The idea that statins may slow renal disease progression has been of interest for nephrology practitioners. Clinical studies with statins on renal disease progression in patients with mild to moderate kidney failure have yielded conflicting results. The majority of these data come from post-hoc analyses or from randomized trials focused primarily on cardiovascular endpoints. Some of them suggest that statins slow the rate of renal function decline [27]–[29]. A meta-analysis by Sandhu et al. [29], including 27 randomized trials, examined the effects of statins therapy on kidney function in 39704 CKD stage 2–3 participants. When compared with placebo, statins therapy reduced the rate of renal function decline [29]. Other studies, however, have shown no benefits [30], [31]. These studies have several limitations, such as the presence of selection bias, short follow-up period, and lacking untreated CKD patients as control groups. More recently, the Study of Heart and Renal Protection (SHARP) [13] enrolling 9270 non-dialysis CKD patients with mild to moderate kidney failure examined the renal effect of lowering LDL-cholesterol with simvastatin plus ezetimibe. The main renal outcomes were end-stage renal disease, dialysis or transplantation. After a median follow-up of 4.9 years, there was no substantial effect on kidney disease progression despite substantial reduction in LDL-cholesterol levels [13]. However, SHARP study had quite low LDL-cholesterol (2.77 mmol/L) and ours had quite high LDL-cholesterol (2.94 mmol/L).
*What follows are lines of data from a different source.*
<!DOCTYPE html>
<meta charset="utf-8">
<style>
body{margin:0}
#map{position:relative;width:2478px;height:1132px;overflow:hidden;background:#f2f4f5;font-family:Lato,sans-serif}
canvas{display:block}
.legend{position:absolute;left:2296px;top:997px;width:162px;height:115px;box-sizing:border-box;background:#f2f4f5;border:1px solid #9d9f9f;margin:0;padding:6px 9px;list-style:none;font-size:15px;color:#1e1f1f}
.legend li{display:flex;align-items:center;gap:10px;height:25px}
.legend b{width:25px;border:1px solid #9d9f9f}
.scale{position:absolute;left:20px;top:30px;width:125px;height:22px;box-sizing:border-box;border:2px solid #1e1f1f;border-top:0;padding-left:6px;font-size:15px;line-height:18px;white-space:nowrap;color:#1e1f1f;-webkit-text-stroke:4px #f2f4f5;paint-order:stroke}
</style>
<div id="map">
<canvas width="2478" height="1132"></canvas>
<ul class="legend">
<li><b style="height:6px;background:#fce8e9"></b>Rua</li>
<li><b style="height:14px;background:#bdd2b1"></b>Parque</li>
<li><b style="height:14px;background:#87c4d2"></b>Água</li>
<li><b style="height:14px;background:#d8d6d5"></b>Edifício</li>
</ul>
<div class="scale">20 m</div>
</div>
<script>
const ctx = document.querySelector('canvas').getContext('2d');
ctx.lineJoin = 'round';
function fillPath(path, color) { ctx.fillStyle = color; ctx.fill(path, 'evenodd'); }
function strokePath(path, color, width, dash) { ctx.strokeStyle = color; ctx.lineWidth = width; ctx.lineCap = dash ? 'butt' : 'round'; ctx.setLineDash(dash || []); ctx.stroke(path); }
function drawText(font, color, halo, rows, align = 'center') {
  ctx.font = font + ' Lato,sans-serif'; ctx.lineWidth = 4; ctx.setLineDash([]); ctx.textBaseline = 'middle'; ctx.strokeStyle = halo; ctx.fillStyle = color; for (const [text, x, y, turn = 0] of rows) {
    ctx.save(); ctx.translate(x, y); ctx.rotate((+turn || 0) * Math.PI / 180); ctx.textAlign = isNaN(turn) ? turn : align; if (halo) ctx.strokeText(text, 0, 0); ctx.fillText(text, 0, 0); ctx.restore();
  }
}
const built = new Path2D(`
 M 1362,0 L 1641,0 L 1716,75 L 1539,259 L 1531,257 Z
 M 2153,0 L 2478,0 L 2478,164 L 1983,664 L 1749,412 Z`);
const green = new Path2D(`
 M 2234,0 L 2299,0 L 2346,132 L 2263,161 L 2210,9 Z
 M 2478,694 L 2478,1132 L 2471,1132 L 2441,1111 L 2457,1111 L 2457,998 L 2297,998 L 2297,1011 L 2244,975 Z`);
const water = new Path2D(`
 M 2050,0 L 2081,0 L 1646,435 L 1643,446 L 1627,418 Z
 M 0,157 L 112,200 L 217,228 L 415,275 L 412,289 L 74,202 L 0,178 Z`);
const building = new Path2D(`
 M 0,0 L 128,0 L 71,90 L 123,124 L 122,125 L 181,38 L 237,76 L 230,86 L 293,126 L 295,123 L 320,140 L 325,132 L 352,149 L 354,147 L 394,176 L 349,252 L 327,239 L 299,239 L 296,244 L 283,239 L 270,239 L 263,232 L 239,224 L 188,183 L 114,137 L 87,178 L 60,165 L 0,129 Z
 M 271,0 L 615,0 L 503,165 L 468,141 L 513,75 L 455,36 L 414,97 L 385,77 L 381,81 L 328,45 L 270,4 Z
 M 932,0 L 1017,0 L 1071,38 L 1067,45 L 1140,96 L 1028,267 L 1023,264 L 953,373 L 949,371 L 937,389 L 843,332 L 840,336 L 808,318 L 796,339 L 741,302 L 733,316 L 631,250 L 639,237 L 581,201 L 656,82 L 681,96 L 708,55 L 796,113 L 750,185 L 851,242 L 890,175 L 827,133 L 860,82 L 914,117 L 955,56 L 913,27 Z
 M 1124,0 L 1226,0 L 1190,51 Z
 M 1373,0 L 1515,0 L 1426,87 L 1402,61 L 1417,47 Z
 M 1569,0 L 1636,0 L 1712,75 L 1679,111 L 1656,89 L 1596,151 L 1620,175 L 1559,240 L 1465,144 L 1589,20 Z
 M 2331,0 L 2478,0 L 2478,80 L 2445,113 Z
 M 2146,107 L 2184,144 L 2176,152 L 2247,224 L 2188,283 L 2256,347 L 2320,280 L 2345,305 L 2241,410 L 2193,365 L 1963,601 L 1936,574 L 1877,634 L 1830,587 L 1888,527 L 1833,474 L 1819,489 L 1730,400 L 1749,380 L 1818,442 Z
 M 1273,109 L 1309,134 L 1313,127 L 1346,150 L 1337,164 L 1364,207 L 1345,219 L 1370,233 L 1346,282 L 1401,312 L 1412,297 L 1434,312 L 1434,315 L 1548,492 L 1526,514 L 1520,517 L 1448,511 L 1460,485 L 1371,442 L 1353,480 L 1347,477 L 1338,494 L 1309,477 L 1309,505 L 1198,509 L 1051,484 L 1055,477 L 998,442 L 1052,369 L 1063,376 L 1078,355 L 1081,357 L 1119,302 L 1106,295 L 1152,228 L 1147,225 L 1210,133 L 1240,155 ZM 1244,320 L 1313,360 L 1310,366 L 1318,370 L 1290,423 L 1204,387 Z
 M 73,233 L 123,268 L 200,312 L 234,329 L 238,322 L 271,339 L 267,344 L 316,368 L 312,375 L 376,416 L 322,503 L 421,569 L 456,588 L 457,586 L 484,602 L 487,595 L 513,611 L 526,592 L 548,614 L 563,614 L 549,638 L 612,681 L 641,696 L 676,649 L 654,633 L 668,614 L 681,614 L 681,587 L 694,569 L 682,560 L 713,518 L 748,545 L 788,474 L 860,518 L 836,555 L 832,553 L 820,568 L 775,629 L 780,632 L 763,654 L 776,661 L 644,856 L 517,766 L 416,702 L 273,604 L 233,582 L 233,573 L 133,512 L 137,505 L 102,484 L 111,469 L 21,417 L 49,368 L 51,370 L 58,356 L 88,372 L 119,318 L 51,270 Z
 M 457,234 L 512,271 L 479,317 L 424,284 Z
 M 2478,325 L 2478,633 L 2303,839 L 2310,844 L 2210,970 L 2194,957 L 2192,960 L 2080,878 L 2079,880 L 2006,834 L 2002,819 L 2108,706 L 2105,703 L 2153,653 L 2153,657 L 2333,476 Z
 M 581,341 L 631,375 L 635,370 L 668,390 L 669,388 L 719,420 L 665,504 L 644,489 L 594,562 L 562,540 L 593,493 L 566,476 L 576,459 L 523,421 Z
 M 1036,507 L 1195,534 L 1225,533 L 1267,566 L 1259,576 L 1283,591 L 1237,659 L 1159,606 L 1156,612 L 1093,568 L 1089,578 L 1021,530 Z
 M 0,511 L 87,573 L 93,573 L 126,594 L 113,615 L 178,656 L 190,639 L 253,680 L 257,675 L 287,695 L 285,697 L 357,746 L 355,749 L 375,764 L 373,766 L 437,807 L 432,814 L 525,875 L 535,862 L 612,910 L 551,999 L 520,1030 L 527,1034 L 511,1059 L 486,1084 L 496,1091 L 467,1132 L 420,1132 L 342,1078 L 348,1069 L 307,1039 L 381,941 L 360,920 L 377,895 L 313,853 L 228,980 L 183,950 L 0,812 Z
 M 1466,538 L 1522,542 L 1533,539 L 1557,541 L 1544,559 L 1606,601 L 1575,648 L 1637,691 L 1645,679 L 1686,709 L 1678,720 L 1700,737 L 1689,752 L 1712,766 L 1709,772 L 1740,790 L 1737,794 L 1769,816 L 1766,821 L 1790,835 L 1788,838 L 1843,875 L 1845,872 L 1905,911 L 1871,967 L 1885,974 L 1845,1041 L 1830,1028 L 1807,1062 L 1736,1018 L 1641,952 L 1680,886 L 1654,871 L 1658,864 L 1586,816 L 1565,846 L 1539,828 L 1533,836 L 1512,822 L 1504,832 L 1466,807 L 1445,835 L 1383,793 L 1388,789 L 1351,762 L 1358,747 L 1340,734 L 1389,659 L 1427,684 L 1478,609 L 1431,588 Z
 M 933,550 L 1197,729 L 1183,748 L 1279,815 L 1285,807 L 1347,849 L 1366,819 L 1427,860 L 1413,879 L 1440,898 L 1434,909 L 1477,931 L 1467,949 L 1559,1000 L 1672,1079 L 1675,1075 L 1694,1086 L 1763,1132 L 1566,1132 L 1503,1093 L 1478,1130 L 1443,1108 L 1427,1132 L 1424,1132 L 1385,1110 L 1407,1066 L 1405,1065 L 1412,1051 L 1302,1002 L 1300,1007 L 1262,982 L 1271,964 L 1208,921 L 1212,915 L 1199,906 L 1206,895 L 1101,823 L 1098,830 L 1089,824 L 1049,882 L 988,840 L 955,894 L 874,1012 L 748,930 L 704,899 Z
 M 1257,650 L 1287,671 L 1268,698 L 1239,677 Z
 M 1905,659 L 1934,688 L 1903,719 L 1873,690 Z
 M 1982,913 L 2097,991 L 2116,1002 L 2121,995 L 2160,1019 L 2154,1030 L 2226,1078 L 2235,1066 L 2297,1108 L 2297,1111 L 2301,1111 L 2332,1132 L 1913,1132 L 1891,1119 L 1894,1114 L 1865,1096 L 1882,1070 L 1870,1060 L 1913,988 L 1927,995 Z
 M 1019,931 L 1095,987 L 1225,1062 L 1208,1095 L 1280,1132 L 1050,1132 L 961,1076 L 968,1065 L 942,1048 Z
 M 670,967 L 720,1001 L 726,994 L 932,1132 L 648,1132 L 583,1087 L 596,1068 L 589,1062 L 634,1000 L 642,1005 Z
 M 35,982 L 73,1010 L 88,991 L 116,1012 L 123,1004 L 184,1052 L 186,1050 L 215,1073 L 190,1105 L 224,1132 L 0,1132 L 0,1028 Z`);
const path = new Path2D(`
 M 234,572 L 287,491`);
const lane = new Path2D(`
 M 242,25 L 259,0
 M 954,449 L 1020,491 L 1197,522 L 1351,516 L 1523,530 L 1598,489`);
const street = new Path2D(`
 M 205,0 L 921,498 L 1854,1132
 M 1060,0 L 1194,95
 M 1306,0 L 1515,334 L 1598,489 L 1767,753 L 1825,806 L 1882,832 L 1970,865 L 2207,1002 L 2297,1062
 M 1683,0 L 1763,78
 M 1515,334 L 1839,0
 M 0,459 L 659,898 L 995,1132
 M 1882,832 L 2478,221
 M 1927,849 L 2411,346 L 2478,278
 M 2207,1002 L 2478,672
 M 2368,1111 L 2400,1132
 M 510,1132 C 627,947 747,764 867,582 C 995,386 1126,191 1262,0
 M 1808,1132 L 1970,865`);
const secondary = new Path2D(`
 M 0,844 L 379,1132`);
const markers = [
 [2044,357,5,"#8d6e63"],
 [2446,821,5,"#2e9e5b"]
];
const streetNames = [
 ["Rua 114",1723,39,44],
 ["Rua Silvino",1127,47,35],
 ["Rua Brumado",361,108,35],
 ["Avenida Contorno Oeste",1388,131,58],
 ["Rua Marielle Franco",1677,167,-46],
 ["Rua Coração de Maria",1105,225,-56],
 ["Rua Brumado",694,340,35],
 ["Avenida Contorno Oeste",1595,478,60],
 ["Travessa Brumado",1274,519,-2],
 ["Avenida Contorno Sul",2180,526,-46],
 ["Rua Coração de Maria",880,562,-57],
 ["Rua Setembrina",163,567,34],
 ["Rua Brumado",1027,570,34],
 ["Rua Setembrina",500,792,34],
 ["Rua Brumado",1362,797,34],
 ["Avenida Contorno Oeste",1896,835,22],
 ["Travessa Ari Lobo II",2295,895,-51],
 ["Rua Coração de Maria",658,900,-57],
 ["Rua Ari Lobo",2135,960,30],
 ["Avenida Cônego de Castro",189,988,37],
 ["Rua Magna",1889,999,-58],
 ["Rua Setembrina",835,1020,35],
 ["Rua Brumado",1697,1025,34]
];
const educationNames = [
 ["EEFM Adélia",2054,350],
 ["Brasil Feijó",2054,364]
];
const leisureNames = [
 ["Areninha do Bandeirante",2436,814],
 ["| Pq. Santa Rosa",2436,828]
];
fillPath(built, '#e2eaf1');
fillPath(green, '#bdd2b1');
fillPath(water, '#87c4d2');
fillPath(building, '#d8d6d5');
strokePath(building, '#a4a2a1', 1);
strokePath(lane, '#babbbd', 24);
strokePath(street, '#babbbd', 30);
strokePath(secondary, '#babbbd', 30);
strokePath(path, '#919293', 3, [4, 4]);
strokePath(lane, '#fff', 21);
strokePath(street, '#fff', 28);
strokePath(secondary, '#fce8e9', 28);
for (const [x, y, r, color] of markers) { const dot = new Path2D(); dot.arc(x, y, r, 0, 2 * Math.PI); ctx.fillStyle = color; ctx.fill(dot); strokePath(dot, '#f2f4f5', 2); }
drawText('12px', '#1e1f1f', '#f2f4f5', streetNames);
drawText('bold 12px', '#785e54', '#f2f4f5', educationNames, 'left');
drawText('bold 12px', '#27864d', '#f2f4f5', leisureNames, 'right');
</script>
Statins could still be beneficial in high LDL-cholesterol and total cholesterol patients. The condition of treatment (used or not used) with statins or fibrates was collected at the beginning, but the records about duration or dosage were lacking. Therefore, in our study, we were unable to evaluate the influence of statins or fibrates therapy on cholesterol and/or renal outcomes. Further study would be needed to determine whether lipid-lowering agents were helpful in improving renal outcomes. The available data and evidence to date are insufficient to conclude whether statins have an influence in slowing kidney disease progression in CKD patients.

In conclusion, our study in patients of CKD stage 3–5 showed dyslipidemia, either lower or higher total cholesterol, higher LDL-cholesterol, and higher non-HDL cholesterol were independently associated with RRT and rapid renal progression. Assessment of lipid profile may help identify high risk groups with adverse renal outcomes in CKD stage 3–5 patients.